La historia comenzó en 2018, cuando China anunció sus planes de construir la embajada más grande de Europa en Londres, a pocos pasos de la Torre de Londres. La magnitud del proyecto generó expectativa, pero pronto las dudas sobre su transparencia y posibles riesgos de espionaje tomaron protagonismo.
Hoy, tres años después de un estancamiento burocrático, el gobierno británico decidió postergar nuevamente la decisión final hasta el 21 de octubre, ante la falta de respuestas claras de Pekín.
Transparencia bajo la lupa: el debate sobre los planos
El Departamento de Vivienda del Reino Unido exigió a China mayor detalle sobre la distribución interna del edificio. La negativa de la consultora DP9, que representa al régimen chino, encendió las alarmas: argumentaron que revelar más planos era “inapropiado”.
Para críticos como Luke de Pulford, de la Alianza Interparlamentaria sobre China, la explicación fue insuficiente. “Las garantías equivalen a un ‘confía en mí, hermano’”, advirtió, reflejando la creciente desconfianza hacia el proyecto.
Residentes y activistas: voces en resistencia
Más allá de la política, los residentes locales y activistas hongkoneses han alzado la voz contra la construcción. Para ellos, la embajada no es solo un centro diplomático, sino una posible herramienta de control e intimidación de disidentes.

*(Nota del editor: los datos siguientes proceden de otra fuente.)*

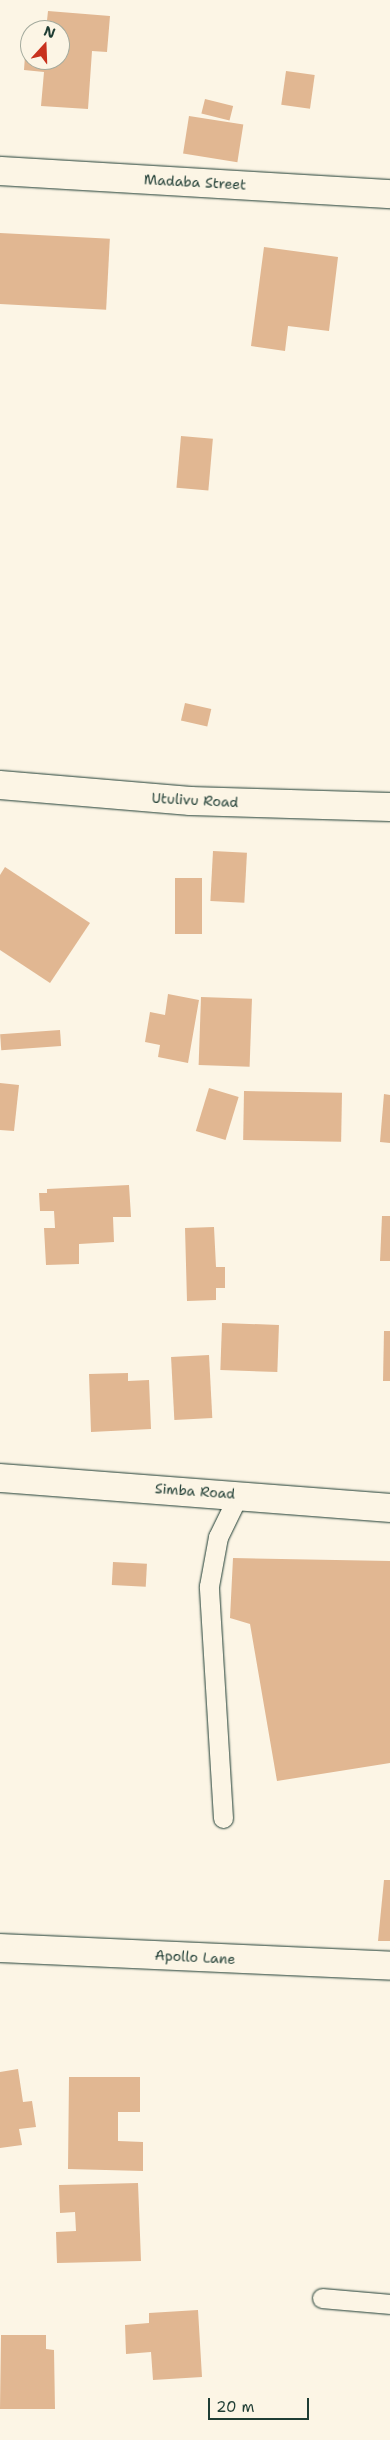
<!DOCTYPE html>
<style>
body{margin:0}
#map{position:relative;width:390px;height:2440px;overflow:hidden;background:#fcf5e5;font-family:"Shantell Sans",sans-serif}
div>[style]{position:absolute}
.building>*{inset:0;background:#e1b792;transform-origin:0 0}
.roads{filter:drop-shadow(0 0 1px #1f3d34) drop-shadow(0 0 1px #1f3d34)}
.service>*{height:19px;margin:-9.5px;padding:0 9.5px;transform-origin:9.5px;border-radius:9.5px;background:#fcf5e5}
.minor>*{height:28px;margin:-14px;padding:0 14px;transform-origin:14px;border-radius:14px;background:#fcf5e5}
span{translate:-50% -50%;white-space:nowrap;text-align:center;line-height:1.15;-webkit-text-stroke:4px #fcf5e5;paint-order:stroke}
.street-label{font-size:14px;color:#1f3d34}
.north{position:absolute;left:20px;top:20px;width:50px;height:50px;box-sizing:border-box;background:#fcf5e5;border:1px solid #a4ab9e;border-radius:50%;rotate:20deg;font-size:14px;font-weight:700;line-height:20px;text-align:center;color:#1f3d34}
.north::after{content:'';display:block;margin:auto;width:18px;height:22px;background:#c8321e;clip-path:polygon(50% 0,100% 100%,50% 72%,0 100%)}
.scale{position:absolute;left:208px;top:2398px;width:101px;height:22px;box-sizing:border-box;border:2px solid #1f3d34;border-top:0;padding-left:6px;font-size:15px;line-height:18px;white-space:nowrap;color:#1f3d34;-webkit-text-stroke:4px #fcf5e5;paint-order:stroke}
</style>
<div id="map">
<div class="building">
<i style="clip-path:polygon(48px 11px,110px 16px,107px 52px,92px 51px,88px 109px,41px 106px,44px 72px,24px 70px,26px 41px,30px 41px,30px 60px,60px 60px,60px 30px,46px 30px)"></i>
<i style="left:286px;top:71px;width:29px;height:34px;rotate:8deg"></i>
<i style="left:205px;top:99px;width:29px;height:15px;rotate:14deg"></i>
<i style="left:189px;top:116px;width:55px;height:38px;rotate:9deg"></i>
<i style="left:0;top:233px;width:110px;height:71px;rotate:3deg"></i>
<i style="clip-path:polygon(264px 247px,338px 257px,329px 331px,288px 326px,285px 351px,251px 346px)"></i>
<i style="left:181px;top:436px;width:32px;height:52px;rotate:5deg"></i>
<i style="left:185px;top:703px;width:27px;height:18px;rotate:13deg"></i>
<i style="left:213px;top:851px;width:34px;height:50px;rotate:3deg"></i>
<i style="clip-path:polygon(5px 867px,90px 923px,50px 983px,0 950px,0 875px)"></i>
<i style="left:175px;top:878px;width:27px;height:56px"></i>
<i style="clip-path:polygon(168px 994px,199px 1000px,188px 1063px,158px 1057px,160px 1045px,145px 1042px,150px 1012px,165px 1015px)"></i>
<i style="left:201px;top:997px;width:51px;height:68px;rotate:2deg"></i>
<i style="left:60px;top:1030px;width:16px;height:60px;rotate:86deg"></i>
<i style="clip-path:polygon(0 1083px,19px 1085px,14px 1131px,0 1130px)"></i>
<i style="left:209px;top:1088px;width:31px;height:45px;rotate:17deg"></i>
<i style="left:244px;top:1091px;width:98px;height:49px;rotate:1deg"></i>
<i style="clip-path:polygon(384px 1094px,390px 1095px,390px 1143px,380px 1142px)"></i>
<i style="clip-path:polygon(129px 1185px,131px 1217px,113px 1217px,114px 1242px,79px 1244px,79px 1264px,46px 1265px,44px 1228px,55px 1228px,54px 1211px,40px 1211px,39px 1193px,47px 1193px,47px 1189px)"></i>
<i style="clip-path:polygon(382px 1216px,390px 1216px,390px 1261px,380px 1261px)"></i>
<i style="clip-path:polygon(214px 1227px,216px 1267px,225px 1267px,225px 1288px,216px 1288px,216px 1300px,187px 1301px,185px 1228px)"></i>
<i style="left:222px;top:1323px;width:57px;height:47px;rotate:2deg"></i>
<i style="clip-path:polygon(384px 1331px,390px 1331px,390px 1381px,383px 1381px)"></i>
<i style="left:209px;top:1355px;width:63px;height:38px;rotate:87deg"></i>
<i style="clip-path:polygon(128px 1373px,128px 1381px,149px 1380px,151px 1429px,91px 1432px,89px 1374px)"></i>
<i style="clip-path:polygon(233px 1558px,390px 1561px,390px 1763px,277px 1781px,250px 1624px,230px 1618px)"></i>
<i style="left:113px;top:1562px;width:34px;height:23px;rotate:3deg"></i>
<i style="clip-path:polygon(384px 1880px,390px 1880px,390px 1941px,378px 1941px)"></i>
<i style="clip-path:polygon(18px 2069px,23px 2102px,32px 2101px,36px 2127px,19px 2129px,22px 2145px,0 2148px,0 2072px)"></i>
<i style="clip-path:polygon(69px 2077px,140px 2077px,140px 2112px,118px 2112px,118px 2141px,143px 2142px,143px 2171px,68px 2169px)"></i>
<i style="clip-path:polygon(138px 2183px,141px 2261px,57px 2263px,56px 2232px,76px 2231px,75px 2212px,60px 2213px,59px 2185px)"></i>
<i style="clip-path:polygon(198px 2310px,202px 2377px,153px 2380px,151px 2352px,126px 2354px,125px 2325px,149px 2323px,149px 2313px)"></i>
<i style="clip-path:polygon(1px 2335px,46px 2335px,46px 2349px,54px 2350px,55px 2409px,0 2409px)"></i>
</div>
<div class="roads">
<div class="service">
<i style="left:223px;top:1818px;width:232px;rotate:-93.5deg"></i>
<i style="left:209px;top:1586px;width:50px;rotate:-79.6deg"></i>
<i style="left:218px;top:1537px;width:48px;rotate:-64deg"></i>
<i style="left:322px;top:2298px;width:68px;rotate:5deg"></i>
</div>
<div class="minor">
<i style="left:0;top:171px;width:391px;rotate:3.4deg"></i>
<i style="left:0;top:785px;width:191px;rotate:4.8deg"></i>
<i style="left:190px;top:801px;width:200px;rotate:1.7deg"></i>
<i style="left:0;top:1478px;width:391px;rotate:4.4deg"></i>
<i style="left:0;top:1948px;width:390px;rotate:2.6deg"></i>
</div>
</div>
<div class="street-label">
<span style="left:195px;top:182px;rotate:3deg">Madaba Street</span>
<span style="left:195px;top:800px;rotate:3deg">Utulivu Road</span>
<span style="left:195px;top:1491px;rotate:4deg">Simba Road</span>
<span style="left:195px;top:1957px;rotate:3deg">Apollo Lane</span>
</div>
<div class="north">N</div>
<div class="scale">20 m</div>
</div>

El relato vecinal recuerda que el edificio de dos siglos de antigüedad donde se planea la sede ha sido testigo de la historia británica, y muchos temen que ahora se convierta en símbolo de tensiones geopolíticas.
La visión de Pekín: obligación internacional y acusaciones de calumnias
Desde la otra orilla, la embajada china en Londres ha manifestado su seria preocupación por la demora, acusando al Reino Unido de incumplir sus obligaciones internacionales. Pekín exige que la autorización se otorgue sin más dilaciones.
Asimismo, calificó como “calumnias despreciables” las acusaciones de que la sede pudiera albergar instalaciones secretas dedicadas al espionaje. Para China, el retraso es un golpe político más que técnico.
El reloj corre: una decisión que marcará relaciones bilaterales
La nueva prórroga hasta el 21 de octubre no es solo un trámite administrativo. Se trata de una señal del deterioro de las relaciones entre Reino Unido y China, en un contexto donde la seguridad nacional británica se ha vuelto prioridad.
La decisión final podría convertirse en un caso emblemático de cómo Europa equilibra las necesidades diplomáticas con las crecientes tensiones geopolíticas. La embajada más grande de Europa, por ahora, sigue siendo un proyecto en espera.
Diplomacia, espionaje y confianza rota
La construcción de la nueva embajada china en Londres simboliza mucho más que un edificio: es un termómetro de la relación entre dos potencias. La falta de transparencia, las denuncias de espionaje y la resistencia social colocan al proyecto en un terreno incierto.En octubre, la historia podría dar un giro decisivo. Hasta entonces, el futuro de la mayor embajada china en Europa seguirá siendo un símbolo de desconfianza y tensión diplomática.